0

We have a java process, which listen's to a directory X on the file system using apache commons vfs. Whenever a new file is exported to this directory, our process kicks in. We first rename the file to filename.processing and parse the file name, get some information from the file and insert into tables, before sending this file to a Document management system. This is a single-threaded application per cluster. Now consider this running in a cluster environment, we have 5 server's. So 5 different VM's are trying to get access of the same file. The whole implementation was on the basis that only one process can rename the file to .processing at a given time, as OS will not allow multiple processes modifying the file at the same time. Once a cluster get's holds and renames file to .processing, other cluster's will ignore files which are of format .processing.

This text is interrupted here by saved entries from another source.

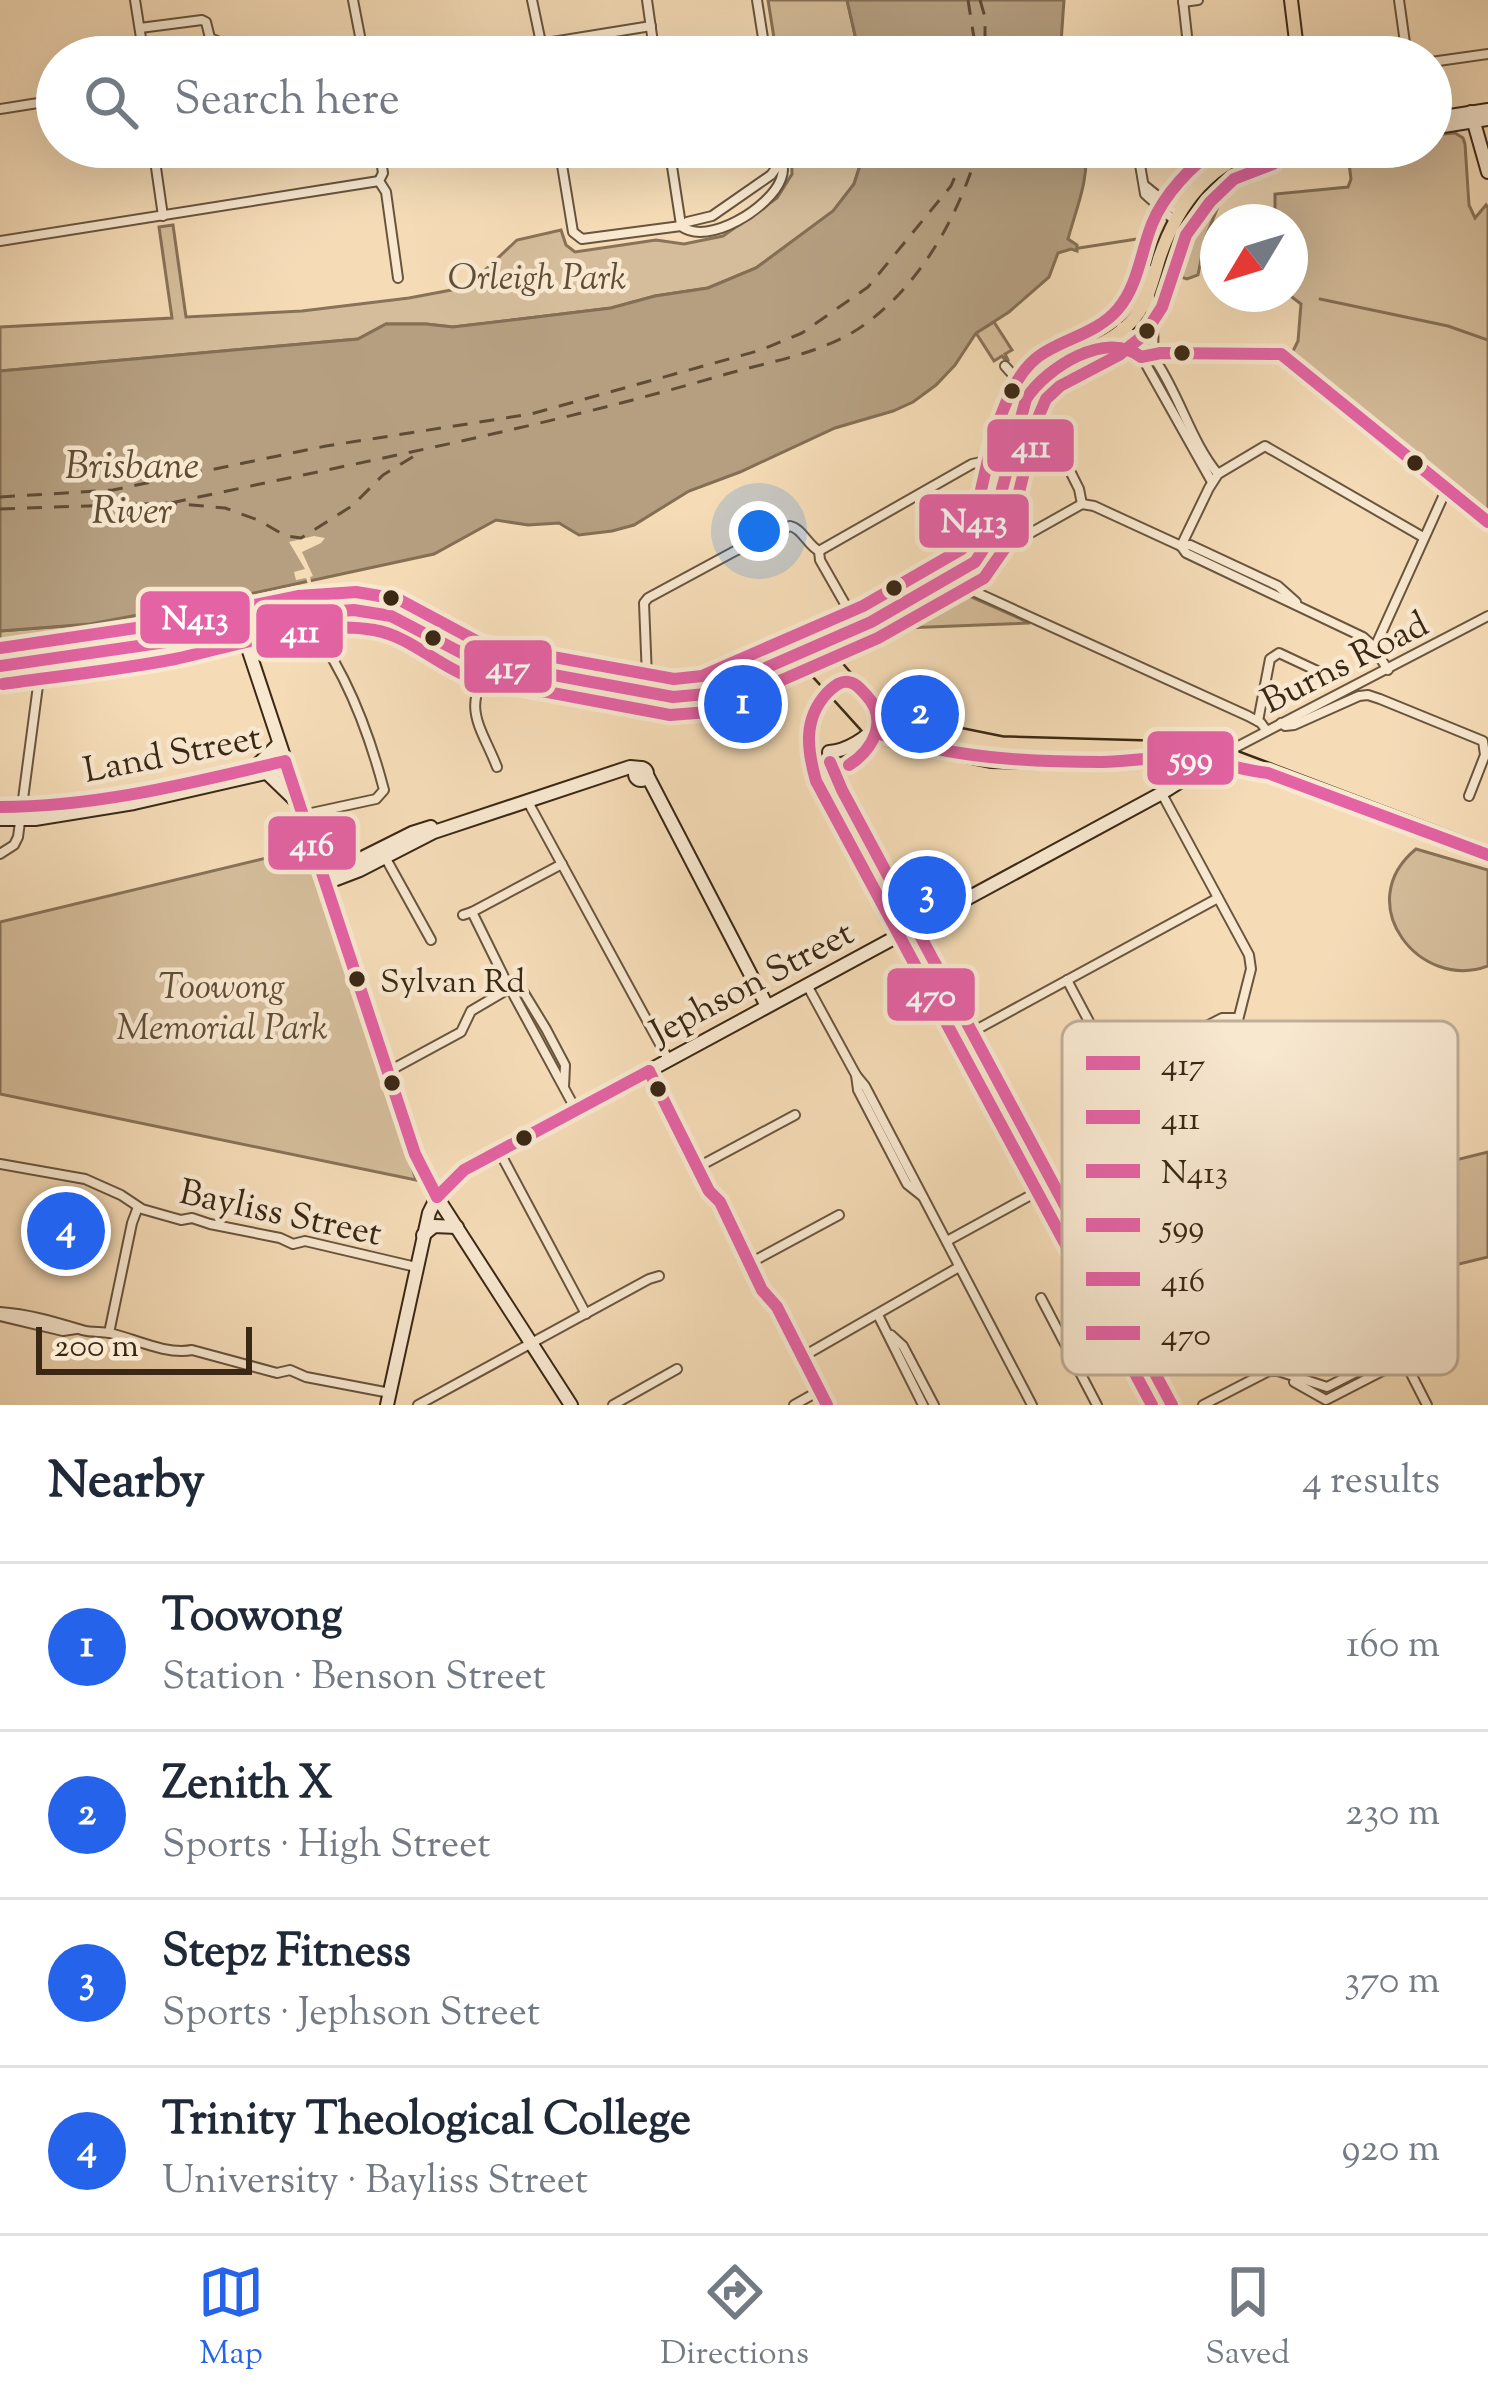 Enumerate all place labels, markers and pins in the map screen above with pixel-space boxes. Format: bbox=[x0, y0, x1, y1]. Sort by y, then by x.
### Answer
unlabelled marker bbox=[1136, 320, 1158, 342]
unlabelled marker bbox=[1171, 342, 1193, 364]
unlabelled marker bbox=[1001, 380, 1023, 402]
unlabelled marker bbox=[1404, 452, 1426, 474]
unlabelled marker bbox=[883, 577, 905, 599]
unlabelled marker bbox=[380, 587, 402, 609]
unlabelled marker bbox=[422, 627, 444, 649]
pin: 1 bbox=[704, 659, 782, 749]
pin: 2 bbox=[881, 669, 959, 759]
pin: 3 bbox=[888, 850, 966, 940]
place label: Sylvan Rd bbox=[380, 960, 525, 1008]
marker: Sylvan Rd bbox=[346, 968, 368, 990]
unlabelled marker bbox=[381, 1072, 403, 1094]
unlabelled marker bbox=[647, 1078, 669, 1100]
unlabelled marker bbox=[513, 1127, 535, 1149]
pin: 4 bbox=[27, 1186, 105, 1276] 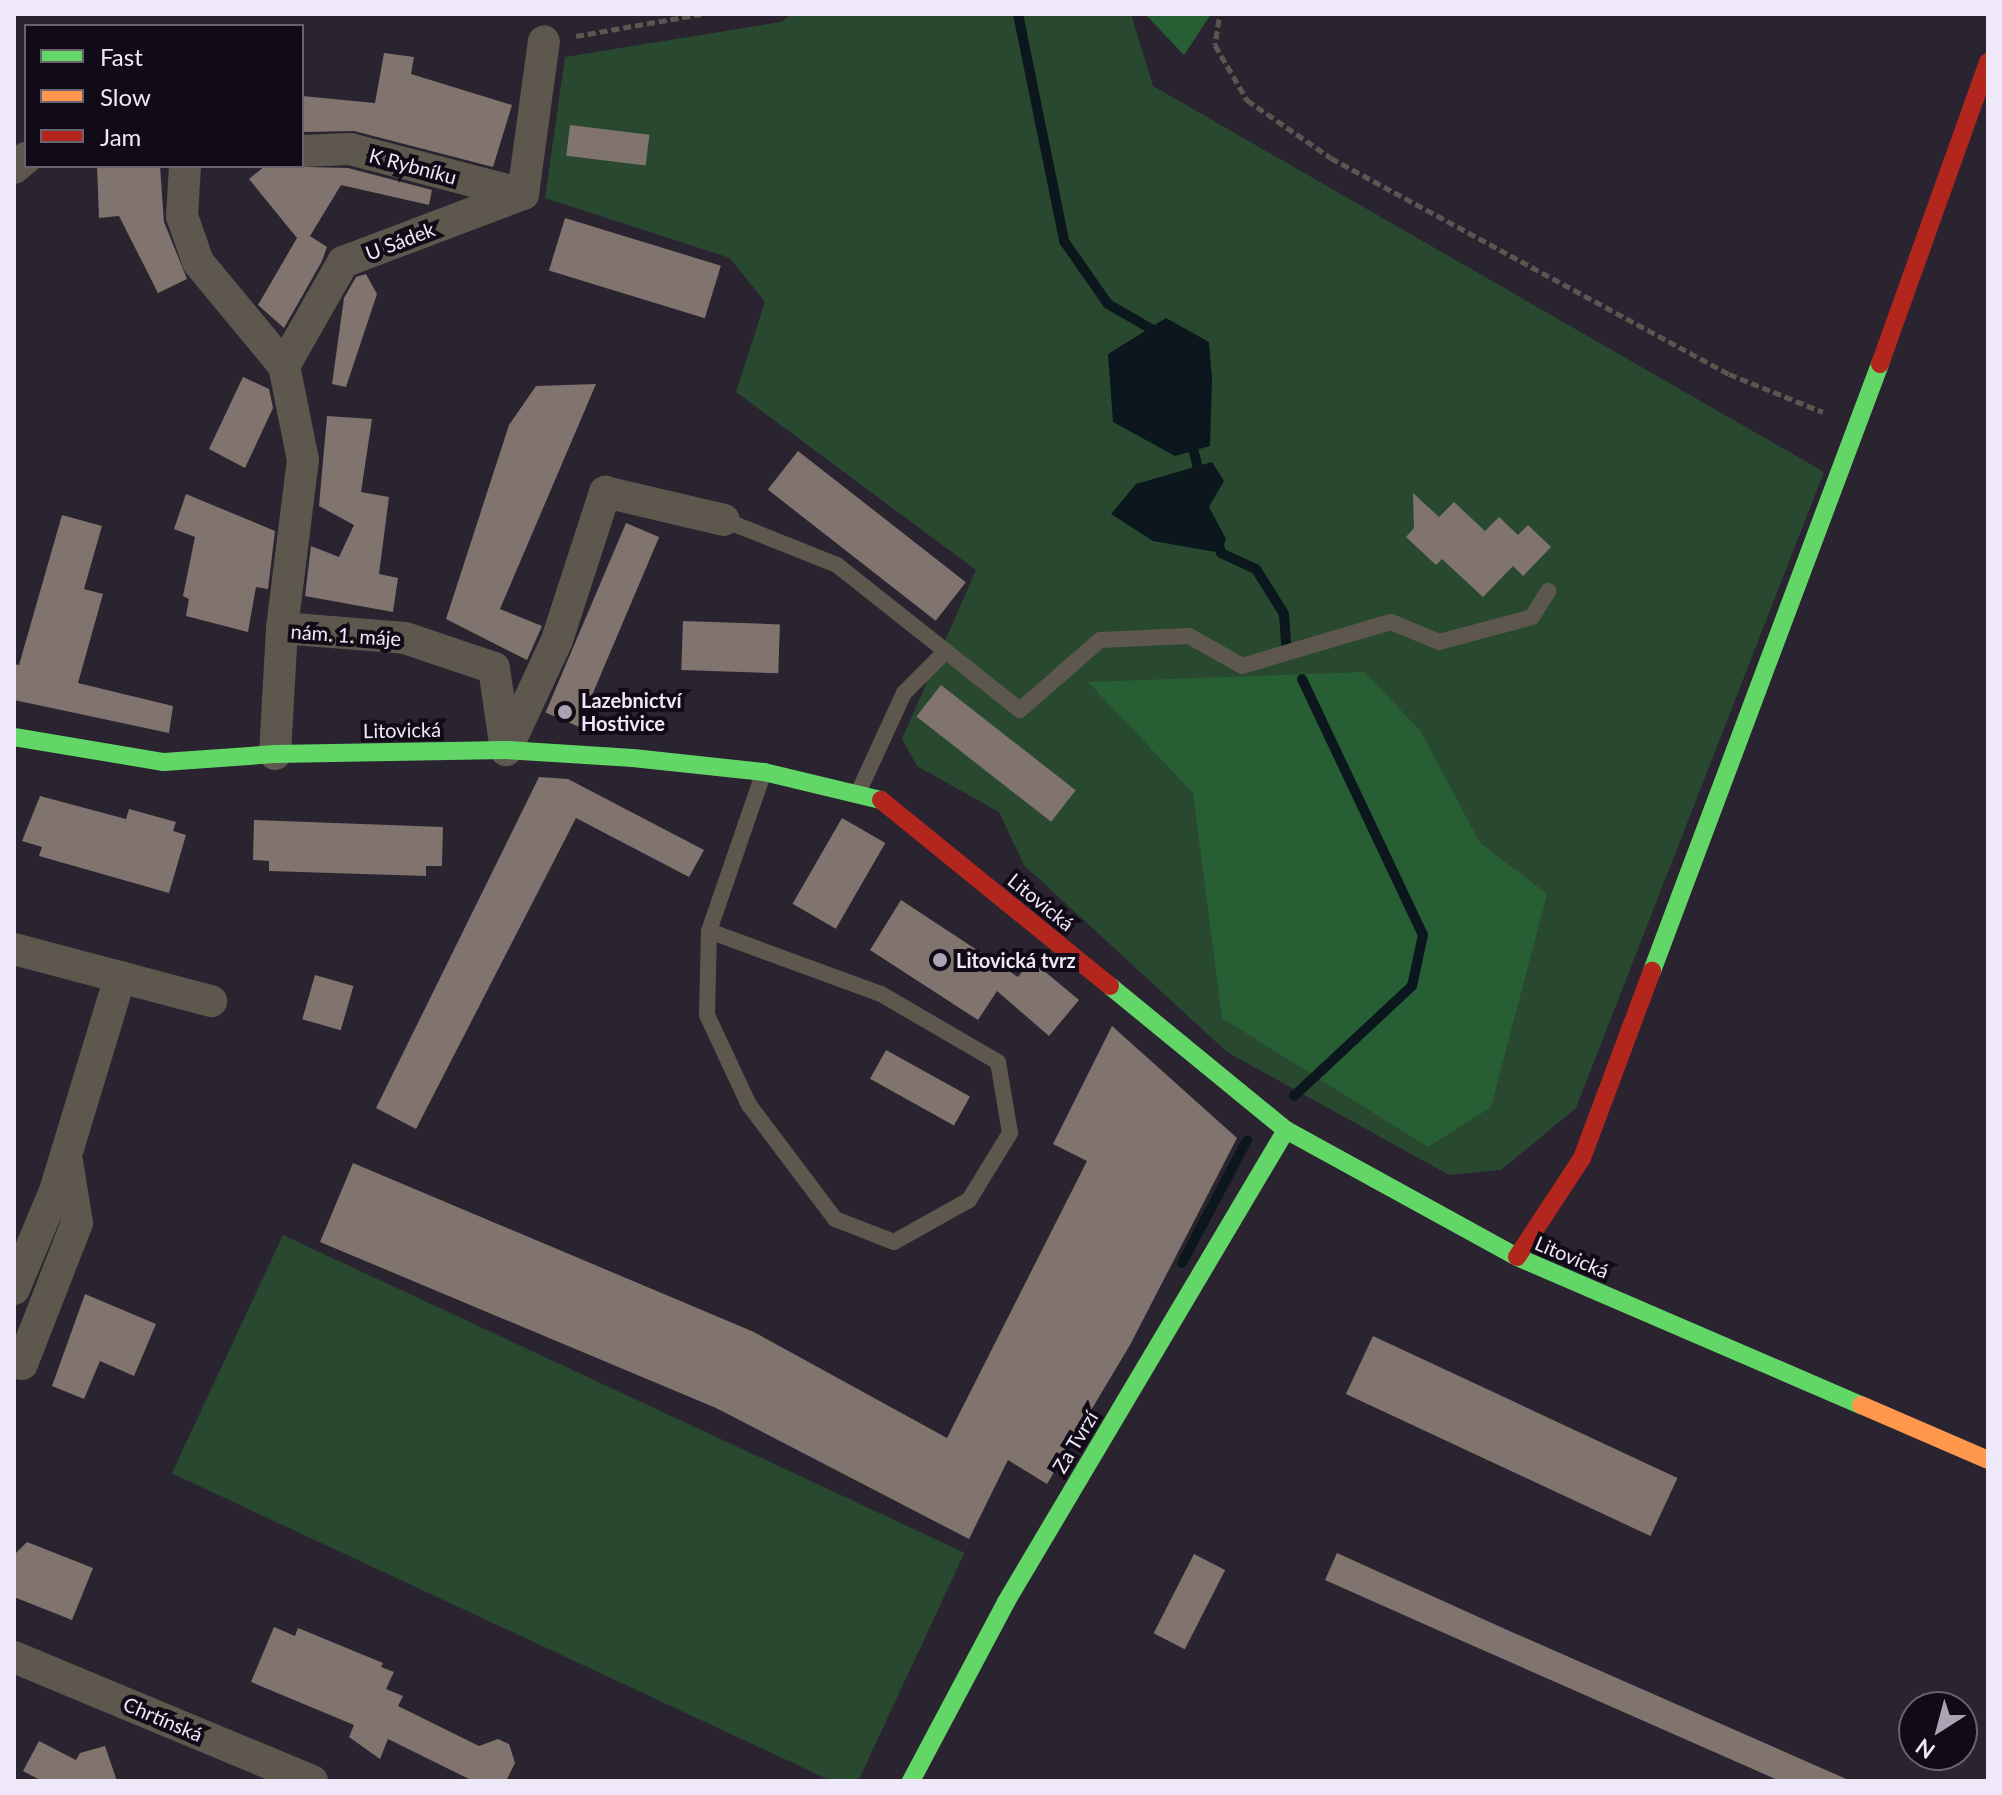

This was working fine since more than a year, but just now we found few duplicates. It looks like multiple cluster's got hold of the file, in this case say cluster a, b, c have got access of the file f.pdf and they renamed it to f.pdf.processing at the same time,(i am still baffled how OS allows modifying the file at the same time). As a result of these, cluster a,b,c they processed the file and send it to document management system. So now there are 3 duplicate files.

So in short what i am looking at is, approaches to run task only once in a cluster environment. I also want it to have a failover mechanism, so that if something went wrong with the cluster, another cluster picks up the task. We don't want to set env variable, like master=true on a box, as that will limit it to only one cluster and will not handle failover.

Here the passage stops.